Men and women differ on views of monogamy – but most say polygamous marriage is morally wrong
Ever since same-sex marriage was made legal in the UK, and a ban on federal recognition was lifted in the United States, people have begun to wonder if polygamous marriage could be next. Many arguments for the liberalisation of marriage laws are about freeing the right to marry from historical prejudices, leading some to question why marriage should be limited to just two people.
New YouGov research finds that British people oppose this sort of shift in the legal definition of marriage, and see one as unlikely, but many are flexible with their understanding of how many people can engage in sexual relationships at a time.
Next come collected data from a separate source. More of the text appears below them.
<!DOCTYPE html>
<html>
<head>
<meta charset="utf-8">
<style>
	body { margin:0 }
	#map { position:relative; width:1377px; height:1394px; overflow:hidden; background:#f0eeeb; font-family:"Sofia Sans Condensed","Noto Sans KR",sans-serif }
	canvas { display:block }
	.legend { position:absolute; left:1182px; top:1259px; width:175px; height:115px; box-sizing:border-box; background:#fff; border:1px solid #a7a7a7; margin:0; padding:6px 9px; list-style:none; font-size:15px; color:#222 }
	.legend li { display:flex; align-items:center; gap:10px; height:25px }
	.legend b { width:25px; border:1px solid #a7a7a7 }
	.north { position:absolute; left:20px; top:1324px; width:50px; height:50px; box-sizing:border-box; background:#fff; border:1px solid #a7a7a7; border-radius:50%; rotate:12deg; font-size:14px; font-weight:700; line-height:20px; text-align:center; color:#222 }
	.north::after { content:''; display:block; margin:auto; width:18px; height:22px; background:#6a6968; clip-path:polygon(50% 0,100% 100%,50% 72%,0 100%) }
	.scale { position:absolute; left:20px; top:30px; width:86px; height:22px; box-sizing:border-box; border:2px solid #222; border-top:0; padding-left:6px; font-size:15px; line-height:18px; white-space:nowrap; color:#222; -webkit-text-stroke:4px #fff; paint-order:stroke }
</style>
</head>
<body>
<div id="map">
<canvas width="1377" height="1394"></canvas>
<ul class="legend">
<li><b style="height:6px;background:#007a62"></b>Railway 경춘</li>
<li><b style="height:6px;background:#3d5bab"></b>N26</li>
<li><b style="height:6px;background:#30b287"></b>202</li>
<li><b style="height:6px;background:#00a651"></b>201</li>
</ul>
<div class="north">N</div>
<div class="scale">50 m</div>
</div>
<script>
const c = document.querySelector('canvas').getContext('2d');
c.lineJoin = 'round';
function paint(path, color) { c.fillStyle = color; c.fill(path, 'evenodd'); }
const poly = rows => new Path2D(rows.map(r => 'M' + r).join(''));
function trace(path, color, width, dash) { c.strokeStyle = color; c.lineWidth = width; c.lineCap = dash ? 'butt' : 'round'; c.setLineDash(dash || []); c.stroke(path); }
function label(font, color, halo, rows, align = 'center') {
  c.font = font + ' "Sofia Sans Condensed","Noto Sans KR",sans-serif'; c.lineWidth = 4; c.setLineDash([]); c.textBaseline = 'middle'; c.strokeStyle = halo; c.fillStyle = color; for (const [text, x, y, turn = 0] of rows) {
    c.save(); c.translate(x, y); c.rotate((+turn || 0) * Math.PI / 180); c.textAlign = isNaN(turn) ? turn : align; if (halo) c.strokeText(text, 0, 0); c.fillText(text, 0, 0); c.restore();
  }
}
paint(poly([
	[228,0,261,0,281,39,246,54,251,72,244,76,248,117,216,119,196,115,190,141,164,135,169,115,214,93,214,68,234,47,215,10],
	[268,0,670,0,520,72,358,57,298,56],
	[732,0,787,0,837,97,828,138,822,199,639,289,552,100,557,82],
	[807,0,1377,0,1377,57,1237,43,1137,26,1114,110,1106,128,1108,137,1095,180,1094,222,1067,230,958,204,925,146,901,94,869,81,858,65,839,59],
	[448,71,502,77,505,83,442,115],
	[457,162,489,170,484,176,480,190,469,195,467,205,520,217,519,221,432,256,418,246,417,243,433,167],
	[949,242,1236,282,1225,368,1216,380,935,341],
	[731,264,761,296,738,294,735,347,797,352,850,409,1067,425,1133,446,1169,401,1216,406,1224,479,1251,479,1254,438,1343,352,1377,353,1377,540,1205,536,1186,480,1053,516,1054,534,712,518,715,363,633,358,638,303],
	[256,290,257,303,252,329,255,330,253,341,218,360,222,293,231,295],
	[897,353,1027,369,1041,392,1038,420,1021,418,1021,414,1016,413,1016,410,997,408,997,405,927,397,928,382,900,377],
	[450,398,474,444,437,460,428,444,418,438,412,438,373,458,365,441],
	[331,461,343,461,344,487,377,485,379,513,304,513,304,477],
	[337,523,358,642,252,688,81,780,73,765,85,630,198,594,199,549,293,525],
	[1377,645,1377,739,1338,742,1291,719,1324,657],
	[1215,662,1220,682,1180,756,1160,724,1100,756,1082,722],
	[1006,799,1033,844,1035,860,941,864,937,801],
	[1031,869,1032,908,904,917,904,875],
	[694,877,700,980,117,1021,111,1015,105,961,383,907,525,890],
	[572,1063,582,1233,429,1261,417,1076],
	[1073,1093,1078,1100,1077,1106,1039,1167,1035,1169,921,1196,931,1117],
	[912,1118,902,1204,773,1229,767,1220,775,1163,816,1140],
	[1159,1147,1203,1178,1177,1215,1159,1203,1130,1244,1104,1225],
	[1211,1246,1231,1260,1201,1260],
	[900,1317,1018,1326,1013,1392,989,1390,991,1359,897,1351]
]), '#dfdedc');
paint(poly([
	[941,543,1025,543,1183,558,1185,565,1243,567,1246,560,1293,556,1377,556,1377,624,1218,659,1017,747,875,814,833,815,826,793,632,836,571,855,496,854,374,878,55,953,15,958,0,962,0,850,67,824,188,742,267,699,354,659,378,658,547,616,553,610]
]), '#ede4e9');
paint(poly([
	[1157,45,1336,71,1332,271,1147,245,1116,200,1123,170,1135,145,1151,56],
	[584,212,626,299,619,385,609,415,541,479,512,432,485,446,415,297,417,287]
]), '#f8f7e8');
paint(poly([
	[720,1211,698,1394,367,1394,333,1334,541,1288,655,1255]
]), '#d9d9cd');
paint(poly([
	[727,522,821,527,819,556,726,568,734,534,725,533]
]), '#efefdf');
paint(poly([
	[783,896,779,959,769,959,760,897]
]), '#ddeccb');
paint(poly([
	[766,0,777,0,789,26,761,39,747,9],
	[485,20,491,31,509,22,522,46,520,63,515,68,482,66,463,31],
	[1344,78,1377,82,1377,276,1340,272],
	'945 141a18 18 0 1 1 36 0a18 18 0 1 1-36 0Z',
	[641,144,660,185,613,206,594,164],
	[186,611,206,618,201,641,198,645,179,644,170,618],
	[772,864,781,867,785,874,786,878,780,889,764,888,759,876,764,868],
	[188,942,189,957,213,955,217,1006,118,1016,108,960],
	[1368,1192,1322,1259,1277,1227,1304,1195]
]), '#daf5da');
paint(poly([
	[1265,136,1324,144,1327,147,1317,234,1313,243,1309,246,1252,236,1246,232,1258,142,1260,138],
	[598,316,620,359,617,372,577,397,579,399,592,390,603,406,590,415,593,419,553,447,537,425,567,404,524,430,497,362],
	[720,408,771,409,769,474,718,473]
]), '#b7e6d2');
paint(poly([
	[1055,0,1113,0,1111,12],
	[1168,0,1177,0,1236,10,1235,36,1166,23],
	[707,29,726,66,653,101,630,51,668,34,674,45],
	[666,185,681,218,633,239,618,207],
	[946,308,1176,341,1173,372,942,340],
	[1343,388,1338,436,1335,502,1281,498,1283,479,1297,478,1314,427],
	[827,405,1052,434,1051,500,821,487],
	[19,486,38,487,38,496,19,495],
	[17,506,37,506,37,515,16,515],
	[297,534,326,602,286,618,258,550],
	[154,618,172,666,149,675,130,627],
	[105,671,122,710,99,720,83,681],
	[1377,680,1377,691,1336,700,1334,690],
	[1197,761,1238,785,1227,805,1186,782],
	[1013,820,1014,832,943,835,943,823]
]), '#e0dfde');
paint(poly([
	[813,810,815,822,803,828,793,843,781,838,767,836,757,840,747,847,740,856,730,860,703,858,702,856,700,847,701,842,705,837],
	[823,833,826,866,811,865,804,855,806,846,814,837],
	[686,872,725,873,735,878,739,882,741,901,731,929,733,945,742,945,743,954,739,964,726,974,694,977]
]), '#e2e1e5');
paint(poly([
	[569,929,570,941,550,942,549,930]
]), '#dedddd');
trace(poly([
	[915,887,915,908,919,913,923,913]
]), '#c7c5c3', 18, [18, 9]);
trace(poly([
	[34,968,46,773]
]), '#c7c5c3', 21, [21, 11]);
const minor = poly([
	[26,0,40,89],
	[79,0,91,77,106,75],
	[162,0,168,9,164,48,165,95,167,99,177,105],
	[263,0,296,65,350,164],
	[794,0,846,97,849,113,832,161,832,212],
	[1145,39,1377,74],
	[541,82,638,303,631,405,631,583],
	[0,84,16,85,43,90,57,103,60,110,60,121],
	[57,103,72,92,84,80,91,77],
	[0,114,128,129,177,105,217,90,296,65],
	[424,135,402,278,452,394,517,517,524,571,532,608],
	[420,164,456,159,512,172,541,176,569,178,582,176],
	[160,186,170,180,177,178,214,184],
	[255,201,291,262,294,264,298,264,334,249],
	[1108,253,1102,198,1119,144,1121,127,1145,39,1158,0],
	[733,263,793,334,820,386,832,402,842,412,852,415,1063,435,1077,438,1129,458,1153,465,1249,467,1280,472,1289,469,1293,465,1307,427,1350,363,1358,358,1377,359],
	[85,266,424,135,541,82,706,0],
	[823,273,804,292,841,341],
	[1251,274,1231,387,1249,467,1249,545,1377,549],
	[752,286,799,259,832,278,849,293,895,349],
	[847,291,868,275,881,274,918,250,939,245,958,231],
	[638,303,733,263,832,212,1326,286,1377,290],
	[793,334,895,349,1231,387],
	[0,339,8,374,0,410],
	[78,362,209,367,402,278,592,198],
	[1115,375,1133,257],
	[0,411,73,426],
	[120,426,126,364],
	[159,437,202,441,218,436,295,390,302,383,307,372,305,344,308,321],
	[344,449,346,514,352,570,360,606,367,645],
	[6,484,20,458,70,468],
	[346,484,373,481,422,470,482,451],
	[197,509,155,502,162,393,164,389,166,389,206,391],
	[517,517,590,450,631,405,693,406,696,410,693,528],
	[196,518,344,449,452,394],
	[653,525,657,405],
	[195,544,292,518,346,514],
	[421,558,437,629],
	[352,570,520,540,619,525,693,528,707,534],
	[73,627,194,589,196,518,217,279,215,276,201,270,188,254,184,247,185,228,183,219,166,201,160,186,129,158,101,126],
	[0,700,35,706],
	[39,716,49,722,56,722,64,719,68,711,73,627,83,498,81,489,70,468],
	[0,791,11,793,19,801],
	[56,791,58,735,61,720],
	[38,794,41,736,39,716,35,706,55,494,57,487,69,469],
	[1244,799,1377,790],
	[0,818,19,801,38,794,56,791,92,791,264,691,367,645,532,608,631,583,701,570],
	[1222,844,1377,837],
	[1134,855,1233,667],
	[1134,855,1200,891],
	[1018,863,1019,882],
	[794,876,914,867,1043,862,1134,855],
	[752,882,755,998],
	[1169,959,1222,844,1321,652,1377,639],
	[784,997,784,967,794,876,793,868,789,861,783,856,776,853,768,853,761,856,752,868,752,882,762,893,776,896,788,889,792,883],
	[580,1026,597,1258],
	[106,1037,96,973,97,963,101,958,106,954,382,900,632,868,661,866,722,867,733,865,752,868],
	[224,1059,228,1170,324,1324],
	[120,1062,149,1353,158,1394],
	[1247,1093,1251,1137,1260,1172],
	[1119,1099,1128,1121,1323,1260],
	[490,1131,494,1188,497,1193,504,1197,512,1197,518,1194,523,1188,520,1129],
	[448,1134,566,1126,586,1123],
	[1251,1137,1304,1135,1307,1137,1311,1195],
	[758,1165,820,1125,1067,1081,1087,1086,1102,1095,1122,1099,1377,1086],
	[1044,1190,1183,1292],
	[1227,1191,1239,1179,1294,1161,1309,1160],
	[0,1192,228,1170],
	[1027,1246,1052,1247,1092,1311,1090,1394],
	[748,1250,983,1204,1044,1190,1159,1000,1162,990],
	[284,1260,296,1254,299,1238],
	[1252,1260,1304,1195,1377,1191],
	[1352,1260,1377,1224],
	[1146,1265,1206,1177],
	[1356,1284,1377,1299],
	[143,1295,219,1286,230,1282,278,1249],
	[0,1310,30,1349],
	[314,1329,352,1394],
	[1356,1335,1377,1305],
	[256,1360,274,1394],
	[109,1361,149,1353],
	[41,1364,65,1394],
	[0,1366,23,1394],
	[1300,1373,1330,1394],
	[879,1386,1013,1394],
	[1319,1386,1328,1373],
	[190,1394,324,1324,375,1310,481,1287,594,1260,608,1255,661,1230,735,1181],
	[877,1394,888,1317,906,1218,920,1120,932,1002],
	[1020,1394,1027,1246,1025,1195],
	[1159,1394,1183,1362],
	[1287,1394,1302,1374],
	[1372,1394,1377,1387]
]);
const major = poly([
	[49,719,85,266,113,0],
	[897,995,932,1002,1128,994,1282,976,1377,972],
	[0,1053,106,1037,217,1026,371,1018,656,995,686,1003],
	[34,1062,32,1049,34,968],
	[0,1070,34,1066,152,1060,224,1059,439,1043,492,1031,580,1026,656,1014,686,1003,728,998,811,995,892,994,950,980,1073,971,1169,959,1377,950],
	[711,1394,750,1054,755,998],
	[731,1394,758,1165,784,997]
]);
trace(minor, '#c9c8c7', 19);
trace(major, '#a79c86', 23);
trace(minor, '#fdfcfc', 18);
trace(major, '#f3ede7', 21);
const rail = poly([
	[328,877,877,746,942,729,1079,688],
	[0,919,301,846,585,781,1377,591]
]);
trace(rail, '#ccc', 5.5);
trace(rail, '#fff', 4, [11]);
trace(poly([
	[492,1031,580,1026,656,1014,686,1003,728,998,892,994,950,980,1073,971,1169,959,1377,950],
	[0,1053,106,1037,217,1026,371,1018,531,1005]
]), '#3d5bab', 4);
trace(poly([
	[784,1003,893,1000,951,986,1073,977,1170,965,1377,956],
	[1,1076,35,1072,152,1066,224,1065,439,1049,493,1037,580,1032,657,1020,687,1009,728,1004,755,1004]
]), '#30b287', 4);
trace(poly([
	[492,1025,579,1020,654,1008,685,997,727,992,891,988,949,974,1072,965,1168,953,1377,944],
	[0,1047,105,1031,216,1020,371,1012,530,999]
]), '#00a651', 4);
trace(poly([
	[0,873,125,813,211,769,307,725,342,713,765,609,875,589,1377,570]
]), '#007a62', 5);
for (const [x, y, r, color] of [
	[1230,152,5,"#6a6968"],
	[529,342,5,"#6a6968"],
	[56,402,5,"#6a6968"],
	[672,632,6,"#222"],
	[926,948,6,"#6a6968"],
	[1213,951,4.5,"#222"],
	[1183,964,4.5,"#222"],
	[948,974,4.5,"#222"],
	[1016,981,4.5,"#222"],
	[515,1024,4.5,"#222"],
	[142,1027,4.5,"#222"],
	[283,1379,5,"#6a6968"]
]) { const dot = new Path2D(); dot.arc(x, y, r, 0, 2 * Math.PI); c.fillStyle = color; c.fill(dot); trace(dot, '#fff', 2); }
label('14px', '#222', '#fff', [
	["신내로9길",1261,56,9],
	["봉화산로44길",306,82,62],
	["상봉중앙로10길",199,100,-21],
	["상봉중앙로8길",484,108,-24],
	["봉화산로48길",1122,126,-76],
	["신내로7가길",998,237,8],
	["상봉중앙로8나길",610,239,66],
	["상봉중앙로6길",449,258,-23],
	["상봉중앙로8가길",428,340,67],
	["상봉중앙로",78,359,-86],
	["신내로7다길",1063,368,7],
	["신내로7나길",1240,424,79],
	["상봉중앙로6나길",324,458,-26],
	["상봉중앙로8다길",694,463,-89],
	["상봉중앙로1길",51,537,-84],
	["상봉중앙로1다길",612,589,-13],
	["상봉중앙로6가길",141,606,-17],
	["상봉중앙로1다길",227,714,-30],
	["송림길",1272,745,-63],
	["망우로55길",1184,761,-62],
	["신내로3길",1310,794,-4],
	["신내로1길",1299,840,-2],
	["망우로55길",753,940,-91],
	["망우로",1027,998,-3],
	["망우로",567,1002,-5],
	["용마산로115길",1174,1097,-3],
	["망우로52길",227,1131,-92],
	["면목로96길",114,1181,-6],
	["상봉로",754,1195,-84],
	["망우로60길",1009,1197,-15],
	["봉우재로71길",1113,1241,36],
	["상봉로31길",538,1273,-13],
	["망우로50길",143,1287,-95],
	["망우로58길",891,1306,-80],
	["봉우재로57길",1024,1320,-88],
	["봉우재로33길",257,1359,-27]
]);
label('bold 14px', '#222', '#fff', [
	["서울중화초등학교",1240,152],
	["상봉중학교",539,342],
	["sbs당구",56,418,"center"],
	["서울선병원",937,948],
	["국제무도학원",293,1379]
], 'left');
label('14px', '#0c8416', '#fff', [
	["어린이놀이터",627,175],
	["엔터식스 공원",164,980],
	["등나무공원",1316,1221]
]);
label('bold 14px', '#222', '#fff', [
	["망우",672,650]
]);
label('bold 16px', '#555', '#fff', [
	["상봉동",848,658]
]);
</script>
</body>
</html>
British men in particular doubt that humans are monogamous by nature, having only one sexual partner at a time, tending to say we’re not by 46-36%. Women on the other hand tend to say we are monogamous by nature, by 46-32%. Overall, the public are divided – 41% say humans are naturally monogamous, 39% say we are not.
But monogamy is still considered very much achievable, as the vast majority of the public (72%) say everyone can manage it if they put in enough effort. And there is a large group (47%) who even say that polyamory (having multiple consensual sexual relationships at once) is morally wrong. In the United States a majority (56%) share this view.
The former Archbishop of Canterbury Lord Carey worried prior to the passing of same sex marriage that it would set a “dangerous precedent” which could lead to sibling marriage or polygamy. 58% of British people doubt polygamy will be legal in 30 years, and 66% say polygamy is morally wrong.
Polygamy is legal in around one in four countries worldwide, however in the vast majority of cases the privilege is on the male side, excluding the practice of one wife having two or more husbands – and in India and Sri Lanka only Muslim citizens are permitted. Group marriage, involving multiple participants of each gender, is also extremely uncommon.